This is the truth: I went for a run yesterday. This is the real truth: I should never run again. Someone was telling me this week that eventually, they just got used to what their body couldn’t do.
Here’s another thing: I will never be that person. I am constantly working against my body’s limitations, whether willingly, as a challenge, or out of necessity, because I have to go up six flights of stairs to bring in my saggy grocery bags and cook dinner. I wonder if surrender means defeat or if defeat lies in not ever realizing the moment at which I should surrender. I think most of the time, we abide by the go hard or go home m.o. I've often felt that going home is a better direction than going hard.
When Carol and I were talking tonight about whether or not she should move out of her mom's house, she told me that all her relatives in India think the American idea of independence goes in the opposite direction of self-discovery: stay at home until you find what you love and then leave. Or stay. Either way, no need to run away. For me, maybe, no need to run. I asked her if she liked living at home. She told me when she was in St. Sebastien, one of her favorite places in the world, she missed her mom's big green couch.
Last year, I was recovering from two back-to-back knee surgeries (one to replace bones, one to replace the softer things with longer names) for nine months. I used a lot of bendy straws and was better at The Price is Right than most of its contestants. Some mornings, I would wake up ready for a day of reading and other days, I wouldn’t get out of bed. For those couched months, I waved a little white flag that said I will never move fast again or jump rope or dance. I read a 400-page book in one day. I wrote a lot about what guilt is or might be. I decided I wanted to go back to school for an MFA in Writing. I decided the next day that I was a bad writer and that going to school to learn a right-brain thing was like teaching an albatross how to land.
One afternoon, Pizzo and Paco brought me to Bonnie Brae ice cream and I sprawled out on a pink felt blanket in the park, not really caring if they could play and I couldn’t because I had pralines and cream and a comfortable place to lay and think and rearrange the direction of the grass. I was orbiting in the pink cloudland of soft blankets, waffle cones, and percoset. When I told them I might throw up, they brought me home, and then there I was again: me and the books, the books and me, my broken knee, my burgeoning belly, doubt to the left, more to the right, pain killers that made every inadequacy at once reduced and magnified.
I did my physical therapy religiously, warmed my muscle memory back to its proper level of movement which is hard because muscles, unlike the mind, cannot touch, smell, taste, or see their potential. They only max themselves out and fatigue. The fiber-building comes invisibly. I thought physical therapy was preparing me for strenuous hikes over Alaska’s misty, jagged peaks. Then, last May, the day before I left, I tore my other knee all up. I left Denver under the weight of heavy resentment and self-accusation.

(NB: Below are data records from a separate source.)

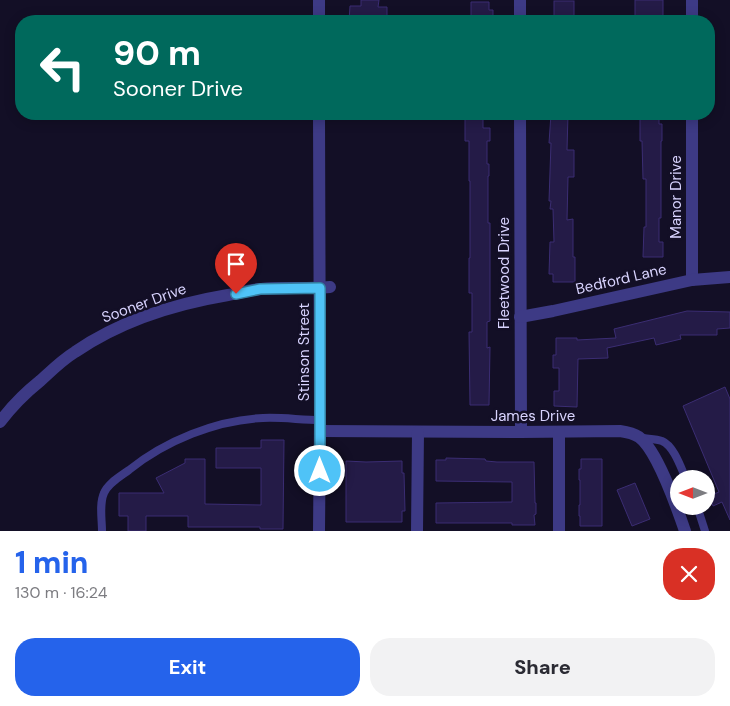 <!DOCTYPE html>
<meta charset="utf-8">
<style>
:root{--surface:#fff;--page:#f2f2f3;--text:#2b2b33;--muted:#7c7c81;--accent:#2563eb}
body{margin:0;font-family:"DM Sans",sans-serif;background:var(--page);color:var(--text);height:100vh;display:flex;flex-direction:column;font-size:19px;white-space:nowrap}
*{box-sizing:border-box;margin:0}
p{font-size:16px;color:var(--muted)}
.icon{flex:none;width:28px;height:28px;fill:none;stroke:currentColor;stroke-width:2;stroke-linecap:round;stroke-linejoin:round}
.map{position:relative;height:531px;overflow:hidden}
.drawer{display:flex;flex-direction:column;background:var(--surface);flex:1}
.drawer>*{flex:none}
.top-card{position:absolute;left:15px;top:15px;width:700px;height:105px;border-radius:20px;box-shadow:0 2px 12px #0003;background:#00695c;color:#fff;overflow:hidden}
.needle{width:32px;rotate:270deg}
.tools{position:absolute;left:670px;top:470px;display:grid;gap:10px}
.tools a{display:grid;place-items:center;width:45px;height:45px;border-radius:50%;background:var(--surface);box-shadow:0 2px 12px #0003;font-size:25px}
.pin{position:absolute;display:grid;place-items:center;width:42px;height:42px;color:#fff;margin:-51px -21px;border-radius:50% 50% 50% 0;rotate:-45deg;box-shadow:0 0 5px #0007}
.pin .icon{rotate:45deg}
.me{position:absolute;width:55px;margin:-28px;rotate:0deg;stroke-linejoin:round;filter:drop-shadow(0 0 4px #0008)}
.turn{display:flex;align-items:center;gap:18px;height:105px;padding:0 15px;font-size:22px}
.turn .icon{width:65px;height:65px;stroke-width:2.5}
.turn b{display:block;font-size:35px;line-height:42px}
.round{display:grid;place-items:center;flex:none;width:52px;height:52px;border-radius:20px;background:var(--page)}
.overview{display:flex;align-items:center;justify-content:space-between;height:85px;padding:0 15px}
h1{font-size:30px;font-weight:800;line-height:38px;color:var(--accent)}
.cta{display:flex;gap:10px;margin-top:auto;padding:10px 15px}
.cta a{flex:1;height:58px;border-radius:20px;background:var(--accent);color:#fff;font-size:20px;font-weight:800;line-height:58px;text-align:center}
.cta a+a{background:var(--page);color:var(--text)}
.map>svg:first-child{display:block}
.building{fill:#241b47;stroke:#3b2d73}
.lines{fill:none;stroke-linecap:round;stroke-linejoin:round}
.service{stroke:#3d3a85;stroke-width:8}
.minor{stroke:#3d3a85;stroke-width:12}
.route-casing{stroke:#337fa1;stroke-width:12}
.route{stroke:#4fc3f7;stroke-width:9}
.labels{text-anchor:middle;stroke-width:5;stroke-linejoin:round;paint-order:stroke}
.street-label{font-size:15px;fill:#d9d4ff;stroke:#130f26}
</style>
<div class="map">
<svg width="730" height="531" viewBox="0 0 730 531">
<rect width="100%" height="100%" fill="#130f26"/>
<g class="building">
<path d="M361,0H379L378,7H387V21H349L350,6H361Z"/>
<path d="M635,0H663V17H650V21H635Z"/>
<rect x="554" y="1" width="20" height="20"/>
<path d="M471,2H489V10H493V21H471Z"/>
<path d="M465,114H483V128H490V141H487V164H489V176H488V223H490V321L487,322V348L490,347L489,405H470L469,332H472V293H469V258H470V181H469V141H465Z"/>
<path d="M551,114H568L567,150H574V177H568L567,220L573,219V257H575V282H553V274H549L550,242H554L553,209H550L551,201H549L551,143H549Z"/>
<path d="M640,114H659V124H662V141H661V218H659V242H663V257H643L644,227H646V179H643L642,141H640Z"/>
<path d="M687,311L730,312V328L717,329V335H680L681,339L656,345L654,338L607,348L608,358L578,359L577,407L554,406V391H559V368H553V355H556V338H577V340L616,338L614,329Z"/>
<path d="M725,387L730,399V520L722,502L713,506L709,496L719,492L683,406Z"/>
<path d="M261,440H284L283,529H260V527H188V516H146V531H128V516H119V493H164L156,478L185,463V459H205V504L261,505V468H216V448H261Z"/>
<path d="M446,458L485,459L486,461L497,462H534L535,503H536V514L534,515L535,525H512V523H436V503L512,502V482L436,481V460H446Z"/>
<path d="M581,459H602V526H580V516H579V505H580V480H579V469H581Z"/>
<path d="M346,461L366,462L402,461V473H404L405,511H402V522H346Z"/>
<path d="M635,483L650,519L632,526L617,490Z"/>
</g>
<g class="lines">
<g class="service">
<path d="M642,438C648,439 656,439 662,441C674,446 681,468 686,479"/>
<path d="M697,506L705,531"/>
<path d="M102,531C102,519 99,504 104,493C108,483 121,476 129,470C165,441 216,420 263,418C282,417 301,420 320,420"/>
</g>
<g class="minor">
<path d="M520,0V21"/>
<path d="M319,21V0"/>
<path d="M692,21V0"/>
<path d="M319,114L320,420L319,531"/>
<path d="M520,114L521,432"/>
<path d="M692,280V114"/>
<path d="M520,317L553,311L692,280L730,277"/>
<path d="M0,422C12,406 25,393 40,381C51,371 62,360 75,352C120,321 174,304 228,295C239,293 250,290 261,289C284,287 307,289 330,287"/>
<path d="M320,431L521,432L620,431C627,432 633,433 639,437C658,451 677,508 685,531"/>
<path d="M417,531L418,432"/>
<path d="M559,531V432"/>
</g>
</g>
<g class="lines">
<defs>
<path id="route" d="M236,294L260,289L320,288V471"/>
</defs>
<use href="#route" class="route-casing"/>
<use href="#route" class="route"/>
</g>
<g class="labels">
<g class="street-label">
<text transform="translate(676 197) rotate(-90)" y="5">Manor Drive</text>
<text transform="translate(504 273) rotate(-90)" y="5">Fleetwood Drive</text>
<text transform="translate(621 279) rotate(-13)" y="5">Bedford Lane</text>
<text transform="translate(144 303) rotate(-20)" y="5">Sooner Drive</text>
<text transform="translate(304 352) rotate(-90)" y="5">Stinson Street</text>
<text x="533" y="421">James Drive</text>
</g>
</g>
</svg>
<div class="tools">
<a><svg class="needle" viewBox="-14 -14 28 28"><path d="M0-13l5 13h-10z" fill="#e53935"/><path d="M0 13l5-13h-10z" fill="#7c7c81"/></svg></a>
</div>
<div class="pin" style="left:236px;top:294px;background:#d93025"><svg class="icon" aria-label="arrive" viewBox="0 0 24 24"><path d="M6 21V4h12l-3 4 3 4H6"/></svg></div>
<svg class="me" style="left:320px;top:471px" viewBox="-20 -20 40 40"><circle r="17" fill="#4fc3f7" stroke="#fff" stroke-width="3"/><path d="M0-11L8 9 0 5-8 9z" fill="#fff"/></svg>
<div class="top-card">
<div class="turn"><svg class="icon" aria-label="left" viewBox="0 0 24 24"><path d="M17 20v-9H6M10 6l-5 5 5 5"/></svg><div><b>90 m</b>Sooner Drive</div></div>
</div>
</div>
<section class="drawer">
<div class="overview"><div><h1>1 min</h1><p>130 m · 16:24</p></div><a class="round" style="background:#d93025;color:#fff"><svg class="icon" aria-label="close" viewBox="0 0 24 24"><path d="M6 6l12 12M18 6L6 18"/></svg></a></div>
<div class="cta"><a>Exit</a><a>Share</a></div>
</section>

A kind therapist in Alaska showed me how the hip is connected to everything, which is something I’ve always thought anyways because it is from there that everyone hinges in the direction of things they need or away from them. Carol, Teenie, and I have matching tatoos on our hips from a tough time in all our lives that mean "independence" in Hopi and "homecoming" in Celtic. In Sitka, I used these old machines in a closed-down college to get my hips to work independently of my knees. Eventually, once I could make it outside the foggy town, my imagined hikes over mountains (both beautiful and nightmarishly serious, like most things exquisite) became long walks through fern-covered hallways embraced on either side by reddish deadfall, braided streams, and slick, lime-marbled boulders.
In these slightly inclined stretches of land, it is necessary for the best of athletes to go slowly. Some hikes in Sitka are eased by long boardwalk structures that travel thousands of slippery feet up into the mountains (the picture that sometimes appears above is of Luke and my feet side by side on that wood). You can hear everything in there—an unleashed dog, a passing raven, your fear telling you a bear is listening to the same things. Those hikes were corridors for meditation because everything was green and alive and made me rethink the idea of pace, which at most times in my life, I heard referenced as something that always needs to be picked up, not slowed down.
This week, between bone-on-bone pain, and the fact that Luke’s brother has just done to his knee what I’ve done to mine those stupid, stubborn four times, I came across this quote from Pam Houston, a woman who has covered over 3,000 miles of mountain trails: “Rather than climbing to the top of mountains, I preferred to walk around them, to encircle them, the way a river would.”
So I am thinking, maybe it is not possible to change our deep-down desires or limitations, but it is possible that through these limitations, other things alter: what we intend to be mountains become rivers, runs turn to walks, blurred sounds slow to whispers that say:
Did you hear that? Even when you are barely moving, everything else is.